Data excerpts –
● ● ● ● ●
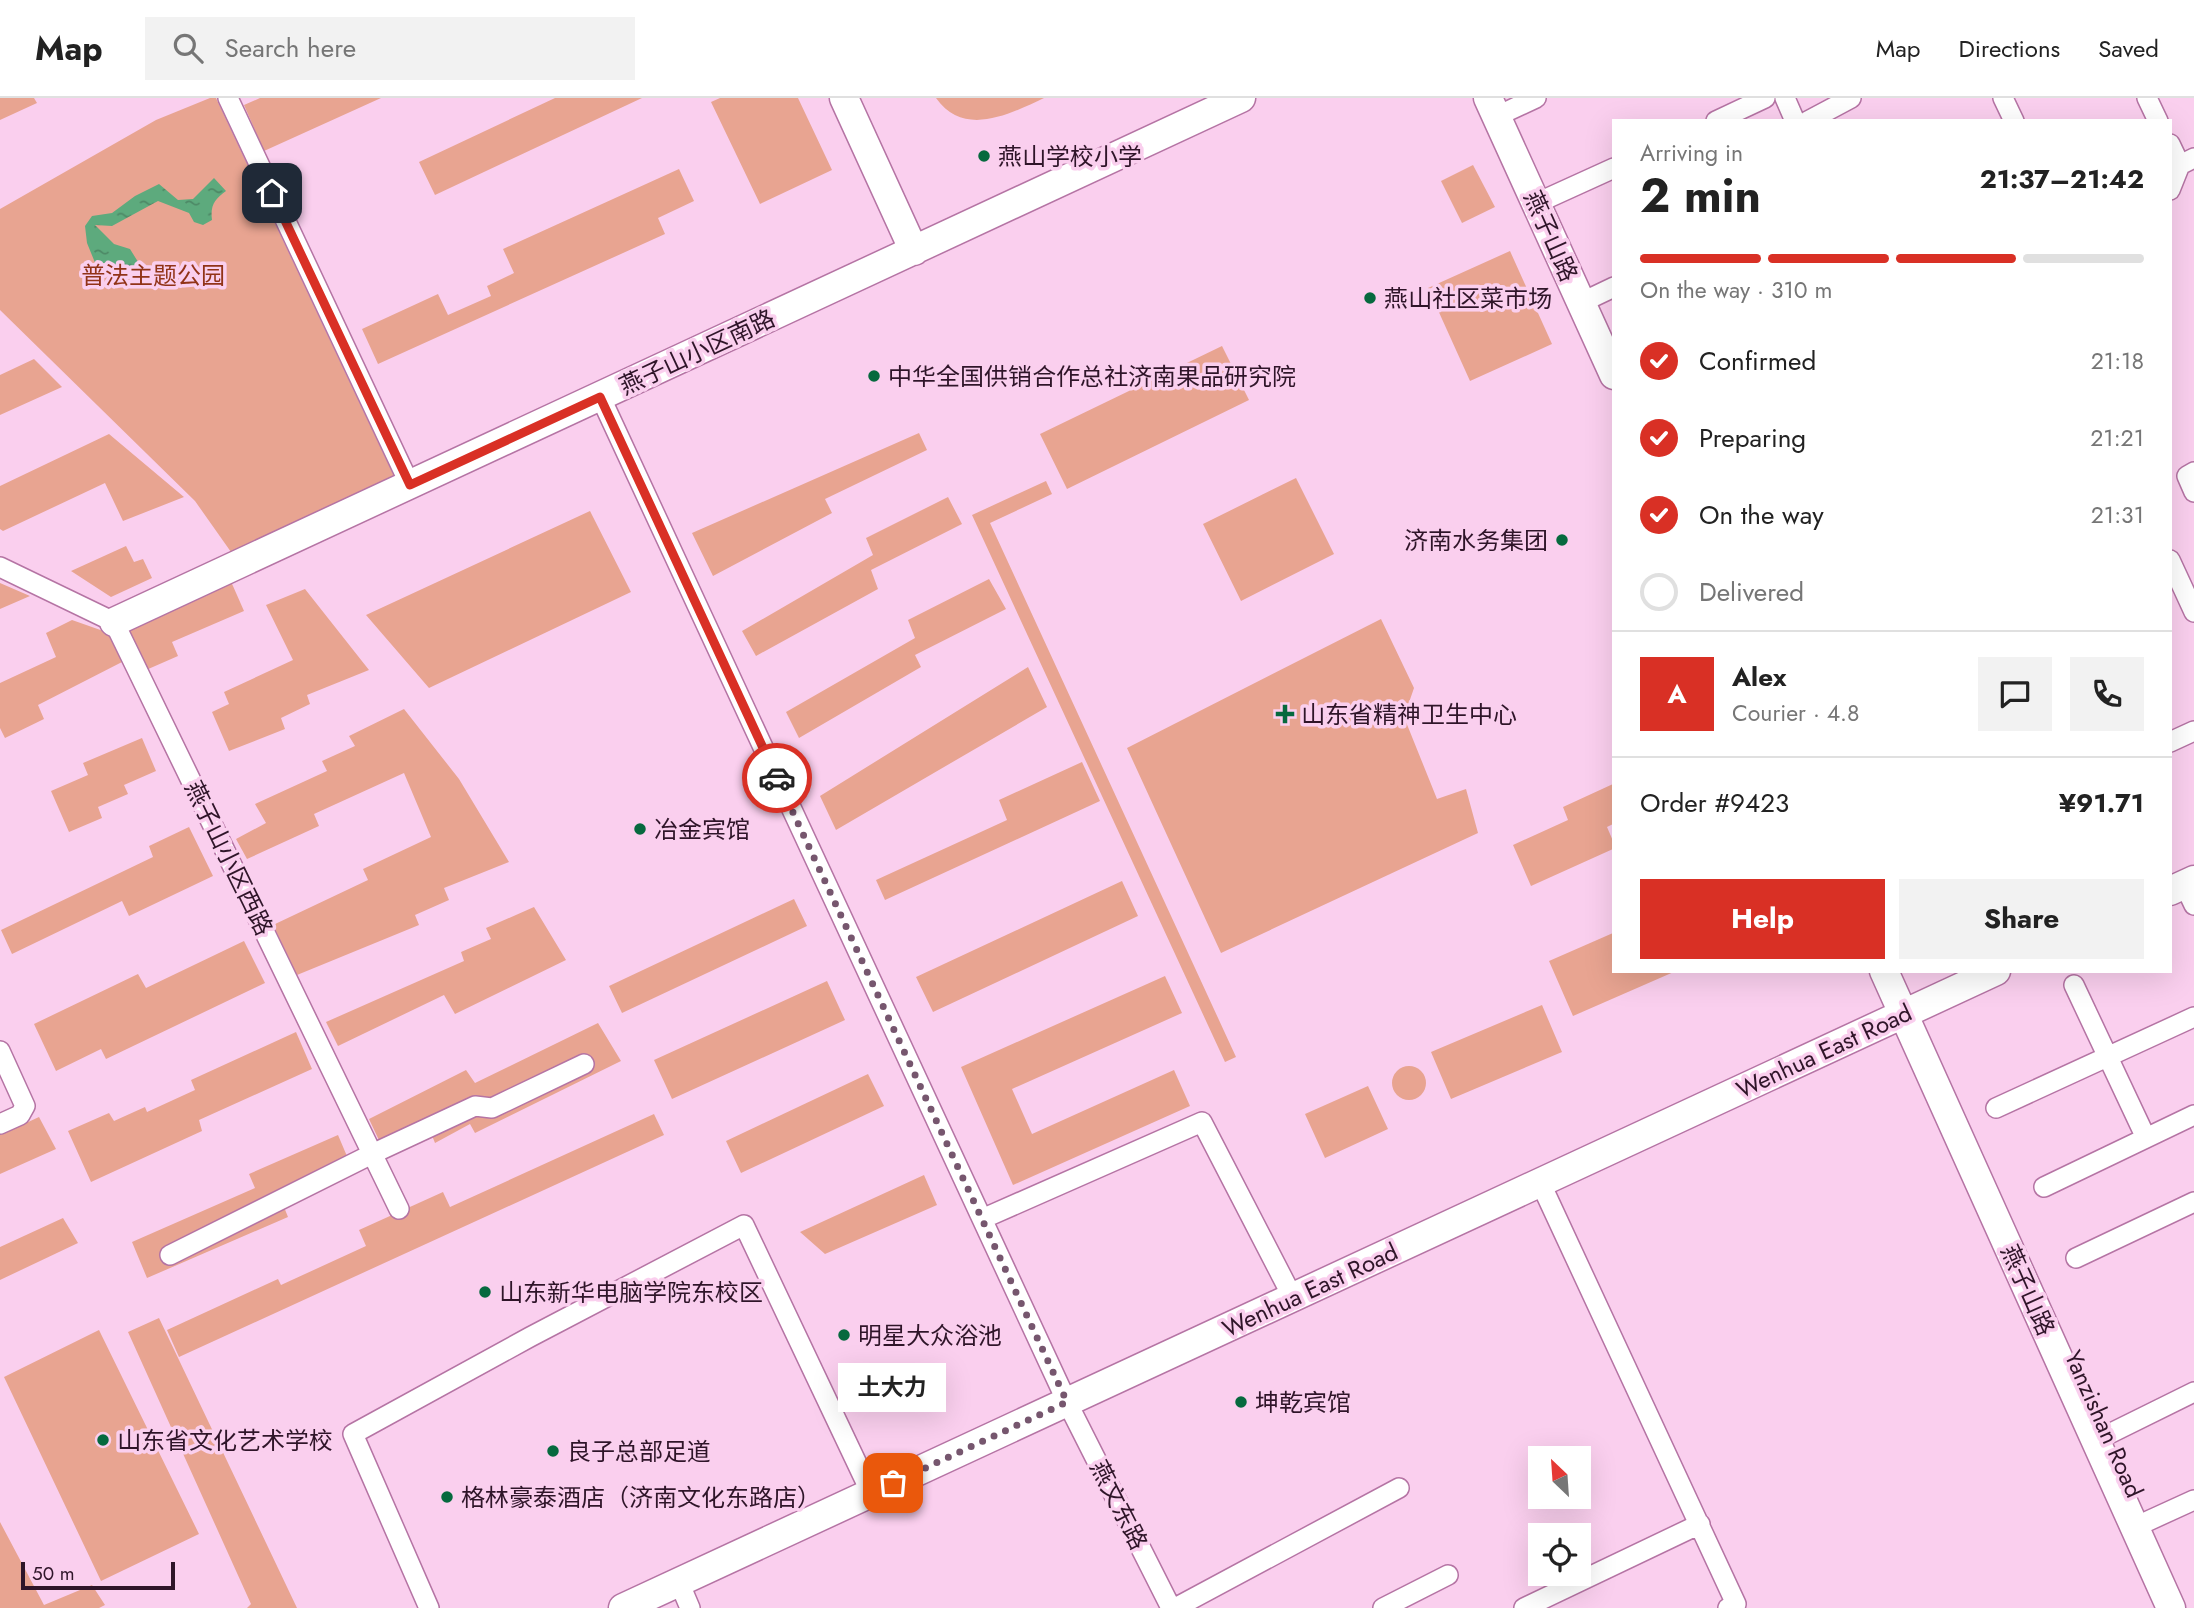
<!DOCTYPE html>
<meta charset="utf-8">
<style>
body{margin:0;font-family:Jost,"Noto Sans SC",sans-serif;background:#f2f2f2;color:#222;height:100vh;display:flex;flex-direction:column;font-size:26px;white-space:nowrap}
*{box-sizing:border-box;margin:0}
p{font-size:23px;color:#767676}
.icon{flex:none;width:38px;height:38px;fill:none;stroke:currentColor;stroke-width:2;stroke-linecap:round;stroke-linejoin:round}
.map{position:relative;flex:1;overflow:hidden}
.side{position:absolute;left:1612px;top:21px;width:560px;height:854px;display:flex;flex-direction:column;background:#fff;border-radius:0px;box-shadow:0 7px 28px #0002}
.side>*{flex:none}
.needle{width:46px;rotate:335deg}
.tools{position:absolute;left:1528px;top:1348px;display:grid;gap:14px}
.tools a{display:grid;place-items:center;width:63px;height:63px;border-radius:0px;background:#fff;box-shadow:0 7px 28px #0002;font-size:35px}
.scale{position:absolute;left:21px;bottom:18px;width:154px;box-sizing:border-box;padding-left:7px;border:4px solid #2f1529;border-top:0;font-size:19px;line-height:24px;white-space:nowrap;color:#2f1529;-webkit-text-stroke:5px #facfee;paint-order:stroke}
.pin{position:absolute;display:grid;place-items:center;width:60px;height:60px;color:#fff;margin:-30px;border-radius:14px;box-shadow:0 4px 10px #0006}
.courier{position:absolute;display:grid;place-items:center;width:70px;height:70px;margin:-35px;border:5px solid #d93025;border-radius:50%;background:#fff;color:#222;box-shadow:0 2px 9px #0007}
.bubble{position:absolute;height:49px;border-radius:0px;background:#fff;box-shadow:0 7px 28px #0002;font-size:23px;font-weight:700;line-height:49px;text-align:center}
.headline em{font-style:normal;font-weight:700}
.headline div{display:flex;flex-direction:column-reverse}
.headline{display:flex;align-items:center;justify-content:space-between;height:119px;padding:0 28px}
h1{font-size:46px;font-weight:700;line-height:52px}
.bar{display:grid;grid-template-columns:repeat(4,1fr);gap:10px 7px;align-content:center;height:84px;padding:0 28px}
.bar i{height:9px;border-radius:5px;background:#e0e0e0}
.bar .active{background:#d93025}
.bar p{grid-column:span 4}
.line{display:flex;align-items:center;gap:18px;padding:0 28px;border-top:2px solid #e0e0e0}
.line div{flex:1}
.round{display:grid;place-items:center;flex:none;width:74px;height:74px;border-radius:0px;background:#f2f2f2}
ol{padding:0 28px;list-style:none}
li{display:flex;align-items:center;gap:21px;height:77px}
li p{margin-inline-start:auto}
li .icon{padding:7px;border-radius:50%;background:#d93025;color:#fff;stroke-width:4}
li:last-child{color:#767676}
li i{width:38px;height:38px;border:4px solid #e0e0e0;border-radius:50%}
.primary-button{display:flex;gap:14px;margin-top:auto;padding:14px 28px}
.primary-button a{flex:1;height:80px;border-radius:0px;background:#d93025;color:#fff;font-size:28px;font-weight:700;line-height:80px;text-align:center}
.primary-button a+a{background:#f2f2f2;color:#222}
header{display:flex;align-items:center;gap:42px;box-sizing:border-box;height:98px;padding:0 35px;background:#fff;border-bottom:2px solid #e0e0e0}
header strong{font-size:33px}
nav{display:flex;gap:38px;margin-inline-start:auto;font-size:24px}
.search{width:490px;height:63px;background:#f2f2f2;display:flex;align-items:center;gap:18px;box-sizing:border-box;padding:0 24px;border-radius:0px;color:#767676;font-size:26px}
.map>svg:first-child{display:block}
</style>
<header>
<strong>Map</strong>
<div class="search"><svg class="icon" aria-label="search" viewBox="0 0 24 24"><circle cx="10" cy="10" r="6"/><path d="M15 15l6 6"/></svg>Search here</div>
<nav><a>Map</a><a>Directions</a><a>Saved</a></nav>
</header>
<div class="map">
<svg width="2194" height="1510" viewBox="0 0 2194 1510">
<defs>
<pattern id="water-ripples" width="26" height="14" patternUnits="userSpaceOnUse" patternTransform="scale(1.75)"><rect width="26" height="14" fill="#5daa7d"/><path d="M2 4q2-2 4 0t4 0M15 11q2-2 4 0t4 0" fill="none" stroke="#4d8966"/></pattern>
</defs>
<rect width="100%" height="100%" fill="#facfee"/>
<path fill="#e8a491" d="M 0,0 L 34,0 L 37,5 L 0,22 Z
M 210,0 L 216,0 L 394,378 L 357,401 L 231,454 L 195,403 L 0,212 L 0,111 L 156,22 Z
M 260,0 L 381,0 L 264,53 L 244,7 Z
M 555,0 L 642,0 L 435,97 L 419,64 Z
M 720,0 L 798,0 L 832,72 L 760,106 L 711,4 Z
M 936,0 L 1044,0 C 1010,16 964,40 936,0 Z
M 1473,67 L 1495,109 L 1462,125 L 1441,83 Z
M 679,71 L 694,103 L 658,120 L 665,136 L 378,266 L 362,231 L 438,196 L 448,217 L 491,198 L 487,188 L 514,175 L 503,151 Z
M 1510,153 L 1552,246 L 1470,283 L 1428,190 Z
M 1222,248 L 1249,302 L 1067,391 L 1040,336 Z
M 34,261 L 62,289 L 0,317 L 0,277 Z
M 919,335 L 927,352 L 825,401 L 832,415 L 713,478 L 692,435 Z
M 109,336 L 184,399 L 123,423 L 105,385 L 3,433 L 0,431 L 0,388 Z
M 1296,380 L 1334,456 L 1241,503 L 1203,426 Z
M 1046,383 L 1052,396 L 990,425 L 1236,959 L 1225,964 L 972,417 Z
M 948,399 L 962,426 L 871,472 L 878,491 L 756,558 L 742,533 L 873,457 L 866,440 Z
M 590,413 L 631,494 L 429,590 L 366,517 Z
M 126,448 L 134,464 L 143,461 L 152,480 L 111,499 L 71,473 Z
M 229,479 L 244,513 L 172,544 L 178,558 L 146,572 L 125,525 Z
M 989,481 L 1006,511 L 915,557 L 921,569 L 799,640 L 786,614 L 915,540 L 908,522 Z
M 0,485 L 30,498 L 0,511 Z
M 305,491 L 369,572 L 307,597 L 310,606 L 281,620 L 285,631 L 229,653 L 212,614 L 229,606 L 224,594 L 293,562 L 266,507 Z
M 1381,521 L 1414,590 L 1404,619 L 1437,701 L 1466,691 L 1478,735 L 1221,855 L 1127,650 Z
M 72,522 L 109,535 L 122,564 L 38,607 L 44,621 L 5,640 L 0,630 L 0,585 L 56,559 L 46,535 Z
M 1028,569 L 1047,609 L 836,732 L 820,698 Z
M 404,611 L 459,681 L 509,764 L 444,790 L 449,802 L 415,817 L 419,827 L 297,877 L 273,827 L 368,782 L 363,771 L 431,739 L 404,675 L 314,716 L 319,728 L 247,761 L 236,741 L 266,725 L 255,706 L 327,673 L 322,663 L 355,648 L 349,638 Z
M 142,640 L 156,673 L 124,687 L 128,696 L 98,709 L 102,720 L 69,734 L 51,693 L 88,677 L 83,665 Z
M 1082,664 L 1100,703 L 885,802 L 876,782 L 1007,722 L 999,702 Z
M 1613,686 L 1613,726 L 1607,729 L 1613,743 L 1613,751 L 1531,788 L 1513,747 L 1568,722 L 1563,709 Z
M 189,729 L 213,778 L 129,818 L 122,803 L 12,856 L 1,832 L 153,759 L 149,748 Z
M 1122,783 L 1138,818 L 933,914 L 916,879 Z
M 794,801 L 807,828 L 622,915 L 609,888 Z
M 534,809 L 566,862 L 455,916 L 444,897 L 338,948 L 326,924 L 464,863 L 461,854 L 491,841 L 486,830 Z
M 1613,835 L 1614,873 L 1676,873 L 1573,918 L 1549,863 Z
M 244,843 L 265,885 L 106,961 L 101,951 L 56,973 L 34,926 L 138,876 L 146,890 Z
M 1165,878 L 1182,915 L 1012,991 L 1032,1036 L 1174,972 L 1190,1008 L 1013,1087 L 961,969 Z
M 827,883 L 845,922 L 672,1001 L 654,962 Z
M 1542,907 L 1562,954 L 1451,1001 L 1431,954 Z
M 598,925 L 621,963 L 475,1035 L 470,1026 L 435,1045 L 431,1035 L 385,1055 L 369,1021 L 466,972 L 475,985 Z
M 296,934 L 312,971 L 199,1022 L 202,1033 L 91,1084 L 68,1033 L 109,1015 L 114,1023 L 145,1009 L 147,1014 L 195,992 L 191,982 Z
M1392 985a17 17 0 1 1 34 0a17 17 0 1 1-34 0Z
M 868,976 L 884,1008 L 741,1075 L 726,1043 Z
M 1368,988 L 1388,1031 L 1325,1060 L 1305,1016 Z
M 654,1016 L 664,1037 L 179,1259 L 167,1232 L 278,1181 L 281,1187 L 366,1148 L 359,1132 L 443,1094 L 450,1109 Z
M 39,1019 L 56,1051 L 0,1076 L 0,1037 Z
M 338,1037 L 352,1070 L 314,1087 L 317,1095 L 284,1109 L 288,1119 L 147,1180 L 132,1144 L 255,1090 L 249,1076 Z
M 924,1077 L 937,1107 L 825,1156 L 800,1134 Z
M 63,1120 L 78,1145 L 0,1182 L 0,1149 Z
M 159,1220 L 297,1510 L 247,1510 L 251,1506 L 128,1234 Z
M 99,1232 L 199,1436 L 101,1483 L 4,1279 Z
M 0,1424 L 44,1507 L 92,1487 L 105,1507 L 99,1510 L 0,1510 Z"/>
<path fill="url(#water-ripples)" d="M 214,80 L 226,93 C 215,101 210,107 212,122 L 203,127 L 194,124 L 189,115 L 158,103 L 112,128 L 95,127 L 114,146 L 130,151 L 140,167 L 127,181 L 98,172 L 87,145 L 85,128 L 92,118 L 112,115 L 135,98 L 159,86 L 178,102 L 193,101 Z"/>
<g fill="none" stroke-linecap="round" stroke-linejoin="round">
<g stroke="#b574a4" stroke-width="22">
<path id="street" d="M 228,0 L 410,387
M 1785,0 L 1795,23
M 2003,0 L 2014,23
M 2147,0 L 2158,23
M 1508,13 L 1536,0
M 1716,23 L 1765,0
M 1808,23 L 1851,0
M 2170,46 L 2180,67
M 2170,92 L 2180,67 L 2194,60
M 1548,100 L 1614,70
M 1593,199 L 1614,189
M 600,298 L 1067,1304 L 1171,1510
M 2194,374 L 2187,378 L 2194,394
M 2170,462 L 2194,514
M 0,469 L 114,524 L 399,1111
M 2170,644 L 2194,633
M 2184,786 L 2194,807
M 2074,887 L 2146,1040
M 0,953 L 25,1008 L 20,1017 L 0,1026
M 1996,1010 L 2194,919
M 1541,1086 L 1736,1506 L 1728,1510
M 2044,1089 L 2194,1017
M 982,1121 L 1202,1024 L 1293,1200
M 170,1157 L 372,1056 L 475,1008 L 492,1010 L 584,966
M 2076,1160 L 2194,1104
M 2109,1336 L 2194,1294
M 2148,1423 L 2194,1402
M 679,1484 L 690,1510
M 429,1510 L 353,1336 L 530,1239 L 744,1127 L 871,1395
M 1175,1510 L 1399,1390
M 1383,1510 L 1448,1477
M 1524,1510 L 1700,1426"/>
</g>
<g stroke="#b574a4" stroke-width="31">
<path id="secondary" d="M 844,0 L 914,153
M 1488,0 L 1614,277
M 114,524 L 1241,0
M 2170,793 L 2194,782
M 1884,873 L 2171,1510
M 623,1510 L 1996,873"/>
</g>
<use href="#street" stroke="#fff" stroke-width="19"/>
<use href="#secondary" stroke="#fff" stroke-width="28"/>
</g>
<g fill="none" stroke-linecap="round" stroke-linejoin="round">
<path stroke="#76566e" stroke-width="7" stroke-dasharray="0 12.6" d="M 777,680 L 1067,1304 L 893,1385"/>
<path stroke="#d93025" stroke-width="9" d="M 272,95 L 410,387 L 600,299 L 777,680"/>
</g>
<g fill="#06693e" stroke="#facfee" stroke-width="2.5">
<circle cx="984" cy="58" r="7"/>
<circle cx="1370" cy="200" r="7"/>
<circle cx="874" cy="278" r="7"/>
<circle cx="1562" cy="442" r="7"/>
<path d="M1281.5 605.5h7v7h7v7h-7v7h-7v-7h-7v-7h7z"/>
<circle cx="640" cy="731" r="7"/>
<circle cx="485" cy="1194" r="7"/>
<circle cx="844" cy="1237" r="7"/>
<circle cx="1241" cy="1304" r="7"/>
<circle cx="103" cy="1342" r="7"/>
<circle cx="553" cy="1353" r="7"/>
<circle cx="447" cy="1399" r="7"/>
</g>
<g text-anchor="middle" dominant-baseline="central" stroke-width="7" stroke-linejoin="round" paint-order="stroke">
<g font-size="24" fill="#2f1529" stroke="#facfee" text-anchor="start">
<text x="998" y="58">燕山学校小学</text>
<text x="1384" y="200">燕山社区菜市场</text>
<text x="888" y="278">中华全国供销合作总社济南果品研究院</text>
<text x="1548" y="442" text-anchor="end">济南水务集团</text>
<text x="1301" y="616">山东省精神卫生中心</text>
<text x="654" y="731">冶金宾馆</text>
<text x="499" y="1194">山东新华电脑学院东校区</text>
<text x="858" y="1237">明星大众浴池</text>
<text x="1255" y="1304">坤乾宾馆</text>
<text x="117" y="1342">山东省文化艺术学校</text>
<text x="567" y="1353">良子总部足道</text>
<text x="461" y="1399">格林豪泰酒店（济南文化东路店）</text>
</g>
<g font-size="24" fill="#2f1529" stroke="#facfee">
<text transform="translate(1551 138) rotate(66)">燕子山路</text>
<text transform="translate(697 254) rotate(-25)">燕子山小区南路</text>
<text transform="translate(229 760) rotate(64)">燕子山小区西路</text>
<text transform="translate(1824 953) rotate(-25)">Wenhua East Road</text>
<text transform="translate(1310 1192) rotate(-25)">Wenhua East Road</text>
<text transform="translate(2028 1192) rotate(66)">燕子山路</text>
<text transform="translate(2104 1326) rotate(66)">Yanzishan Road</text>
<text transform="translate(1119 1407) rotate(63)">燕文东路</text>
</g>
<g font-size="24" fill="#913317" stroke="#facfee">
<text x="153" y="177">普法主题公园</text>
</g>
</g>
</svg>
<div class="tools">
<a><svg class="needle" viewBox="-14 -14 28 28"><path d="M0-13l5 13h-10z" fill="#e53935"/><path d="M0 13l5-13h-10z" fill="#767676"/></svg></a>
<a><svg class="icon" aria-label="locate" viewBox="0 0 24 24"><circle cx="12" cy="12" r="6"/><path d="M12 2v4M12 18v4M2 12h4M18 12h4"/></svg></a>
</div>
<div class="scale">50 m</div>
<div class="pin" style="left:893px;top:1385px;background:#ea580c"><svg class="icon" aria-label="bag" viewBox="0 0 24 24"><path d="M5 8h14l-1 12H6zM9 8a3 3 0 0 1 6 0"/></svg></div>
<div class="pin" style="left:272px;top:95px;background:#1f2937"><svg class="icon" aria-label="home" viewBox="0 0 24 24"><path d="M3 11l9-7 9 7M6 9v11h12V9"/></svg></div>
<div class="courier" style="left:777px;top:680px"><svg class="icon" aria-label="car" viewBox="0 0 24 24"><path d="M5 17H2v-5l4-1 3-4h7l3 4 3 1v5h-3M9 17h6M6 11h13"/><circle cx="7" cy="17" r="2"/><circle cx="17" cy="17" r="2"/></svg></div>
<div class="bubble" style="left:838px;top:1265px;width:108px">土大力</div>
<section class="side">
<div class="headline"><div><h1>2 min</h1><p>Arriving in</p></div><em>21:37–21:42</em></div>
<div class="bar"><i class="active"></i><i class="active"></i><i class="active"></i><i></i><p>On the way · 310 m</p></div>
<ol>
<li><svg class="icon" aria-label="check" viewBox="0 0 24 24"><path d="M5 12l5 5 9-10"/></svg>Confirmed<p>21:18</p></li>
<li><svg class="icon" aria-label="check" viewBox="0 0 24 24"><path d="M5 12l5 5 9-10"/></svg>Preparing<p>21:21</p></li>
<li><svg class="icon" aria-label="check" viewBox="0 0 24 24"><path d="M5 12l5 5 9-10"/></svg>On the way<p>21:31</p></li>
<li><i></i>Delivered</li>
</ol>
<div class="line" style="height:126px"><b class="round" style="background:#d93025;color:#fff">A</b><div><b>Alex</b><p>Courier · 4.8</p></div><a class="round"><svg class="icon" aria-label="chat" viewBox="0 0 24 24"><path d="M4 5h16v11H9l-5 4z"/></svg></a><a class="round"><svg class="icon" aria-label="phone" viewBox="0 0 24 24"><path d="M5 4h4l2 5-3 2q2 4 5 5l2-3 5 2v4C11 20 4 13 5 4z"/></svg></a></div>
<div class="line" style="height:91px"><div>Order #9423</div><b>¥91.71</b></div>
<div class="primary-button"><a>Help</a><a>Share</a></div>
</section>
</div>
● ● ● ● ●
TASK REQUIREMENTS –
The answer is the lines above between the line holding "M 924,1077 L 937,1107 L 825,1156 L 800,1134 Z" and the line holding "M 0,1424 L 44,1507", inclusive, each written out exactly, and no others.

WORKED SOLUTION –
M 924,1077 L 937,1107 L 825,1156 L 800,1134 Z
M 63,1120 L 78,1145 L 0,1182 L 0,1149 Z
M 159,1220 L 297,1510 L 247,1510 L 251,1506 L 128,1234 Z
M 99,1232 L 199,1436 L 101,1483 L 4,1279 Z
M 0,1424 L 44,1507 L 92,1487 L 105,1507 L 99,1510 L 0,1510 Z"/>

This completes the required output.